▸ Prompt
Within the lines below, find those that hold the string "linejoin" and copy each one.

╭──

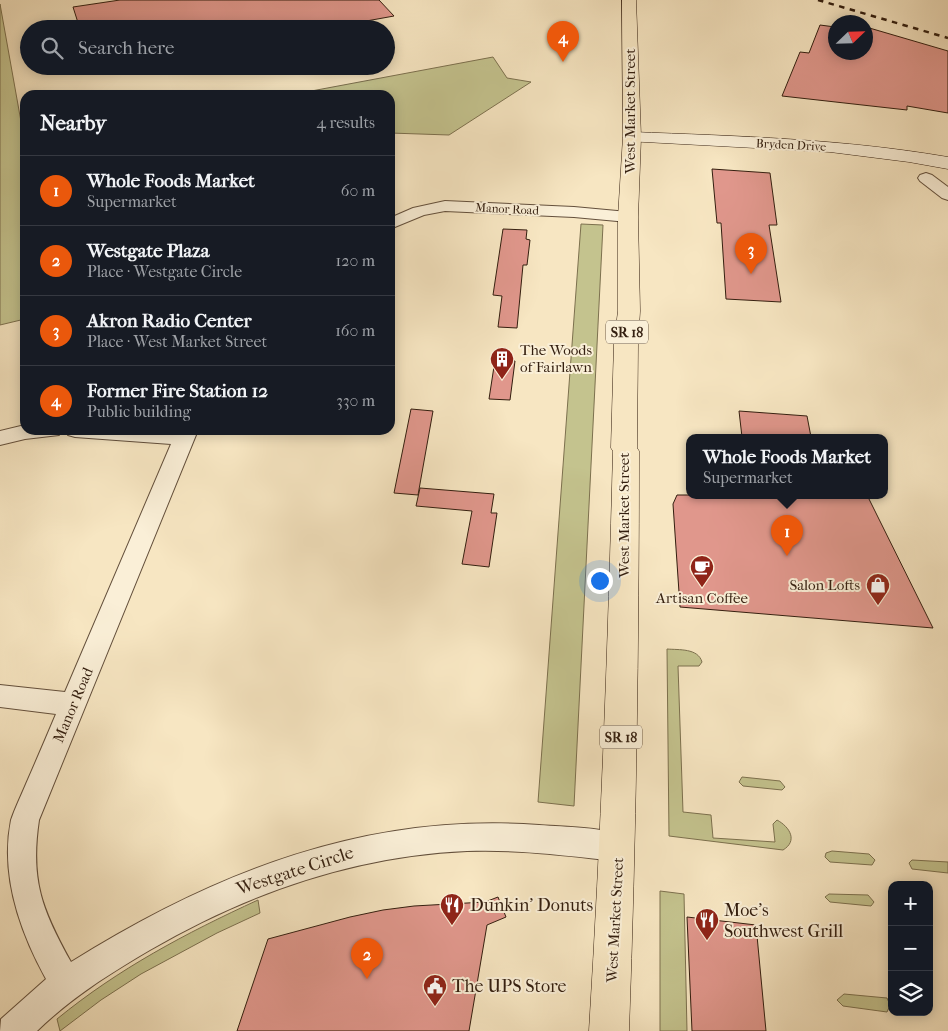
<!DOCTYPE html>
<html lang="en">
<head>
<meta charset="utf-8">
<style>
	:root { --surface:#171b24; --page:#20242c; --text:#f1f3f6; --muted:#9ea1a6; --line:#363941; --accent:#ea580c }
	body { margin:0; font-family:"IM FELL French Canon",serif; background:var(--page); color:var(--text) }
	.controls { position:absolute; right:15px; bottom:15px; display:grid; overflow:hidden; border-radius:10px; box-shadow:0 2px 12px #0003 }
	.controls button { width:45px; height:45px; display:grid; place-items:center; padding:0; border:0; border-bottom:1px solid var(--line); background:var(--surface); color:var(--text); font:25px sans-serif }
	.compass { position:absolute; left:828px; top:15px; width:45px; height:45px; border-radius:50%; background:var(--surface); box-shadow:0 2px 12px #0003; rotate:67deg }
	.you { position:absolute; left:599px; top:580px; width:18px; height:18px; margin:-12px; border:4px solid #fff; border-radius:50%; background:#1a73e8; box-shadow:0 0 0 8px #1a73e833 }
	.badge { display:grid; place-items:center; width:32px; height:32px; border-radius:50%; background:var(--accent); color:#fff; font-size:16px; font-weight:700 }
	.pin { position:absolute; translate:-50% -41px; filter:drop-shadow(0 1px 2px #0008) }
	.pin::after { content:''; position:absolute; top:26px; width:18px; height:15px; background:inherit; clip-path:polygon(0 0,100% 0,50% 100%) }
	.popup { position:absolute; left:686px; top:434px; width:202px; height:65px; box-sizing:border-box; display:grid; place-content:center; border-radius:10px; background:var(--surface); filter:drop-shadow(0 1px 4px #0005); font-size:16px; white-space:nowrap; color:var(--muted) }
	.popup b { font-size:19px; color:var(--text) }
	.popup::after { content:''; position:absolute; left:50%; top:100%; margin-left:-10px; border:10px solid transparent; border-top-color:var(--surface) }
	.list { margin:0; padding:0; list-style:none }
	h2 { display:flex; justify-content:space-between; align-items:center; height:65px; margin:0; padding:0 20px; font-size:21px }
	h2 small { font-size:16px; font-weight:400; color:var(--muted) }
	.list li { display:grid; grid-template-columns:32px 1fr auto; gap:15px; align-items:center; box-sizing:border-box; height:70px; padding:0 20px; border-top:1px solid var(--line) }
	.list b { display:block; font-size:19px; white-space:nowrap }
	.list p { margin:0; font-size:16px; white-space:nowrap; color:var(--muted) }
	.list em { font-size:16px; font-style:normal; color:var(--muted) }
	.icon { flex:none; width:28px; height:28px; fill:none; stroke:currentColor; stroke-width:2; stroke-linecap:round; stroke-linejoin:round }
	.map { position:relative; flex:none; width:948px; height:1031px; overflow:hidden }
	.search { position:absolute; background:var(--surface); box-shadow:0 2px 12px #0003; left:20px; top:20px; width:375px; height:55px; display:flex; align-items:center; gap:12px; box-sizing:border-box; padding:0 18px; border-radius:28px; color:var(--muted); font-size:19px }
	.panel { position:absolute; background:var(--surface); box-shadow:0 2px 12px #0003; left:20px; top:90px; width:375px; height:345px; border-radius:15px }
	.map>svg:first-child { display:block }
	.green { fill:#c4c38e; stroke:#7c704e }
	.building { fill:#e0978c; stroke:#331e0f }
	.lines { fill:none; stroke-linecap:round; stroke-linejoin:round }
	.street-casing { stroke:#64503c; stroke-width:2 }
	.secondary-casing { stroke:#331e0f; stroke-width:1 }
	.primary-casing { stroke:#331e0f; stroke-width:1 }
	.street { fill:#faefd7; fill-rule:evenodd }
	.secondary { fill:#faefd7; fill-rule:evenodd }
	.primary { fill:#f7e6c2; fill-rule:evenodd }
	.rail { stroke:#331e0f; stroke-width:2.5; stroke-dasharray:5.5 5.5; stroke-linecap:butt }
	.labels { text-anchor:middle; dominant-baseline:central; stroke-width:4; stroke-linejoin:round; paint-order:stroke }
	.far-street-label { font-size:12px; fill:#331e0f; stroke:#faefd7 }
	.shield { fill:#faefd7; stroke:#6f5d4b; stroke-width:1 }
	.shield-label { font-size:14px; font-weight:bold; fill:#331e0f }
	.street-label { font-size:15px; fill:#331e0f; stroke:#faefd7 }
	.poi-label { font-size:15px; fill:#331e0f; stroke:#faefd7; text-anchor:start }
	.near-street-label { font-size:18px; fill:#331e0f; stroke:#faefd7 }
	.near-poi-label { font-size:18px; fill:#331e0f; stroke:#faefd7; text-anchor:start }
</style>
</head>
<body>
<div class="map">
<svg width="948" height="1031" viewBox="0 0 948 1031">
	<rect width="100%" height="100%" fill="#f7e6c2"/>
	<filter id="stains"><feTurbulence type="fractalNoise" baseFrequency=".004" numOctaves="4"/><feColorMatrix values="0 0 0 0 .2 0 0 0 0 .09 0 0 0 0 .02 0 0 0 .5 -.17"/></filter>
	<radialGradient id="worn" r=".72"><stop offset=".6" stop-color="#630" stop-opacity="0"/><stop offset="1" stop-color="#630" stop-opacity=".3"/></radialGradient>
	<g class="green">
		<path d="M 0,4 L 25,144 L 25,319 L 0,325 Z"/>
		<path d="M 493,57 L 507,78 L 531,82 L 449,135 L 390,133 L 390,95 L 290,95 Z"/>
		<path d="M 581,224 L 603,225 L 574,806 L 538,802 Z"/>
		<path d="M 667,649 C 679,650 698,648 702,662 L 699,666 L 678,666 L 683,812 L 711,815 L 713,838 L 775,842 L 773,824 L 777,820 C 790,827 798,841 783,850 L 669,836 Z"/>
		<path d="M 742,777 L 780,781 L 785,787 L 782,790 L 743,786 L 739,782 Z"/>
		<path d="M 832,851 L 869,854 L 875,860 L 872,865 L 830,862 L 825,857 L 826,853 Z"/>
		<path d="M 912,860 L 948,862 L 948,873 L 912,869 L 909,863 Z"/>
		<path d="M 660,891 L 684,894 L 687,1031 L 660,1031 Z"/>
		<path d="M 829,894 L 868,895 L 874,902 L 871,906 L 830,902 L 825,897 Z"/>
		<path d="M 258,900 L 260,913 L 217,933 L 141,974 L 101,1000 L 60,1031 L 57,1019 C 118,969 186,933 258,900 Z"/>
		<path d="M 844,994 L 887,998 L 890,1005 L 887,1012 L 843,1006 L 837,1000 Z"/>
	</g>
	<g class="building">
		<path d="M 120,0 L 379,0 L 394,16 L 322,29 L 80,29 L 73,7 Z"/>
		<path d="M 820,25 L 835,27 L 836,25 L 836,52 L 866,52 L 866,27 L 948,51 L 948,113 L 907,106 L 907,110 L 782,96 L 800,52 L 809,53 Z"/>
		<path d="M 712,169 L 770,173 L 777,225 L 769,225 L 781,302 L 726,299 L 721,223 L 717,223 Z"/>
		<path d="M 503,229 L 527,230 L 526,239 L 530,240 L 527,265 L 523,265 L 517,328 L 498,327 L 502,296 L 493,295 Z"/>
		<path d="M 495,360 L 515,361 L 510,400 L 489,399 Z"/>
		<path d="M 411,409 L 433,411 L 418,495 L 394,493 Z"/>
		<path d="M 739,411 L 807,416 L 811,437 L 742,437 Z"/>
		<path d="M 420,488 L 494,494 L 491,513 L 497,513 L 489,567 L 462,564 L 472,511 L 416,506 Z"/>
		<path d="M 677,495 L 867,495 L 933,628 L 680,607 L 673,504 Z"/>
		<path d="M 498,897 L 506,917 L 487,925 L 469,1031 L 237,1031 L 268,939 L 350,917 L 383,910 L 414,906 L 485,902 Z"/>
		<path d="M 687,917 L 756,925 L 766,1031 L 692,1031 Z"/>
	</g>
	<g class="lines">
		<g class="street-casing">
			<g id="street">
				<path d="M 926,173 L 932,175 L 948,187 L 948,200 L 942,198 L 920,181 L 918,178 L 920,175 Z"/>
				<path d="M 445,201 L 574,207 L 628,212 L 634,214 L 636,217 L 634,220 L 628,222 L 574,217 L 445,211 L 424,215 L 390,229 L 390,218 L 413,208 Z"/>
				<path d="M 25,425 L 25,430 L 62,430 L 59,435 L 25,439 L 0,445 L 0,431 Z"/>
				<path d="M 65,430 L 198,430 L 39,820 C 30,880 42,910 71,962 C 215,872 367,812 539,825 C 566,827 603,827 628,837 L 633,847 L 628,857 L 618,861 C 568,856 518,849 467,851 C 354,856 248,893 150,950 C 109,974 71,998 37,1031 L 0,1031 L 1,1019 L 46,979 C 20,932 0,875 11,820 C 15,808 21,796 26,784 C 36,761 46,738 56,714 L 0,707 L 0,685 L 65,692 L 171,444 L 75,437 L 68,435 Z"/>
			</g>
		</g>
		<g class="secondary-casing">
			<path id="secondary" d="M 632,132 C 738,136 843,139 948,157 L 948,169 L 909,162 L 830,152 L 626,141 L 623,137 L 626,133 Z"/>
		</g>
		<g class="primary-casing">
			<path id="primary" d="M 622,0 L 636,0 L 641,137 L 638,217 L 640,311 L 638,343 L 637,448 L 639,451 C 639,644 636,838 629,1031 L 589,1031 C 601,838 608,645 613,451 L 611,448 L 614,343 L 618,311 L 618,217 L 623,137 Z"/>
		</g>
		<use href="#street" class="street"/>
		<use href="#secondary" class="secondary"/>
		<use href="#primary" class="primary"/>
		<path class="rail" d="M 818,0 L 948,38"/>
	</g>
	<defs>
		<g id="building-pin" transform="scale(1.25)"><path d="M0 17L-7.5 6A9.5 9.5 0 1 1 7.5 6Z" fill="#8f2418" stroke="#faefd7"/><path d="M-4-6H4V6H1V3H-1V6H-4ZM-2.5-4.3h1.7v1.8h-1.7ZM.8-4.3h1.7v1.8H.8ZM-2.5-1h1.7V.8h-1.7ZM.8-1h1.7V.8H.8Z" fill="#fff"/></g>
		<g id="cafe-pin" transform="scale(1.25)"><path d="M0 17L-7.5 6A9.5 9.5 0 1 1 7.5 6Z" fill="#8f2418" stroke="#faefd7"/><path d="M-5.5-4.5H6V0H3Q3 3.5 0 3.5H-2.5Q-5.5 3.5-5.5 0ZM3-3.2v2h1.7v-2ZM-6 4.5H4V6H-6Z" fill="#fff"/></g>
		<g id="shop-pin" transform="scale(1.25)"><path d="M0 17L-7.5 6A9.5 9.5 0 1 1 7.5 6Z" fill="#8f2418" stroke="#faefd7"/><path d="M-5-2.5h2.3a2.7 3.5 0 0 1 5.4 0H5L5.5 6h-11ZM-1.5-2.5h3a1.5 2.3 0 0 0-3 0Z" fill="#fff"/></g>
		<g id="restaurant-pin" transform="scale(1.25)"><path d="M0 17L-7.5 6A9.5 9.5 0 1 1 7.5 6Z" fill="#8f2418" stroke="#faefd7"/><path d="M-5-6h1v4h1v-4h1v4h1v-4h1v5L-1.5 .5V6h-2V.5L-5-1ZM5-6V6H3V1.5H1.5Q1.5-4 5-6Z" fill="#fff"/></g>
		<g id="civic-pin" transform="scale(1.25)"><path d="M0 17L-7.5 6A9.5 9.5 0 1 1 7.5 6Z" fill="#8f2418" stroke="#faefd7"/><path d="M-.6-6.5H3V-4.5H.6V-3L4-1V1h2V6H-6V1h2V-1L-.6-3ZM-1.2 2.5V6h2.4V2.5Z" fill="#fff"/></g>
	</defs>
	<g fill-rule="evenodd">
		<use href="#building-pin" x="502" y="359"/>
		<use href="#cafe-pin" x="702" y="567"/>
		<use href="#shop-pin" x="878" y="585"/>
		<use href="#restaurant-pin" x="452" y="905"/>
		<use href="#restaurant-pin" x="707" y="920"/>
		<use href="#civic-pin" x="435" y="986"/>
	</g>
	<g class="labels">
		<g class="far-street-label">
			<text transform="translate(791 145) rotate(3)">Bryden Drive</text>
			<text transform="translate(507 209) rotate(3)">Manor Road</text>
		</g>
		<g class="shield">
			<rect x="606" y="320.5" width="42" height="23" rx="4"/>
			<rect x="600" y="725.5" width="42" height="23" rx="4"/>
		</g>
		<g class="shield-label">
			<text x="627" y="332">SR 18</text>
			<text x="621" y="737">SR 18</text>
		</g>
		<g class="street-label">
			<text transform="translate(630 111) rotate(-90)">West Market Street</text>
			<text transform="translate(624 515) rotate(-90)">West Market Street</text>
			<text transform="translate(73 705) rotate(-67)">Manor Road</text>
			<text transform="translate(615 920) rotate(-87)">West Market Street</text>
		</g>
		<g class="poi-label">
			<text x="520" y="350">The Woods<tspan x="520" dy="17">of Fairlawn</tspan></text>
			<text x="860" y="585" text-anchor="end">Salon Lofts</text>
			<text x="702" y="598" text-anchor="middle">Artisan Coffee</text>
		</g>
		<g class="near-street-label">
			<text transform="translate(295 871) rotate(-18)">Westgate Circle</text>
		</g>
		<g class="near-poi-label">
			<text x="470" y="905">Dunkin' Donuts</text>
			<text x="724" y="910">Moe's<tspan x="724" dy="21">Southwest Grill</tspan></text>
			<text x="452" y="986">The UPS Store</text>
		</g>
	</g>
	<rect width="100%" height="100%" filter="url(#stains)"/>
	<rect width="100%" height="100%" fill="url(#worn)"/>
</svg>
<div class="controls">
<button>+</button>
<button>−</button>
<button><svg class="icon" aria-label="layers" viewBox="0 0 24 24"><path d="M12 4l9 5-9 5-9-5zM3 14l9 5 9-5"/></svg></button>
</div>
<svg class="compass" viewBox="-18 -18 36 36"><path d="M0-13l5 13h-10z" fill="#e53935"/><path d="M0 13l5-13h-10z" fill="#9ea1a6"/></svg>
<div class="you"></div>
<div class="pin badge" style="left:787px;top:556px">1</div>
<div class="popup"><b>Whole Foods Market</b>Supermarket</div>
<div class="pin badge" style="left:367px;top:979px">2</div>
<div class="pin badge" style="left:751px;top:274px">3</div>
<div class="pin badge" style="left:563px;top:62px">4</div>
<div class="search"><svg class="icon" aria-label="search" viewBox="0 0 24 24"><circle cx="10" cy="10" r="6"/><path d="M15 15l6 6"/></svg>Search here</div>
<section class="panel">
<h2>Nearby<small>4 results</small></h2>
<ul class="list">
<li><span class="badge">1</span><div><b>Whole Foods Market</b><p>Supermarket</p></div><em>60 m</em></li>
<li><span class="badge">2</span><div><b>Westgate Plaza</b><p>Place · Westgate Circle</p></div><em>120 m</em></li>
<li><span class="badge">3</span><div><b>Akron Radio Center</b><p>Place · West Market Street</p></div><em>160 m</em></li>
<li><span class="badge">4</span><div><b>Former Fire Station 12</b><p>Public building</p></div><em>330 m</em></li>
</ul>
</section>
</div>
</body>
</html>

╰──

▸ Exercise result
	.icon { flex:none; width:28px; height:28px; fill:none; stroke:currentColor; stroke-width:2; stroke-linecap:round; stroke-linejoin:round }
	.lines { fill:none; stroke-linecap:round; stroke-linejoin:round }
	.labels { text-anchor:middle; dominant-baseline:central; stroke-width:4; stroke-linejoin:round; paint-order:stroke }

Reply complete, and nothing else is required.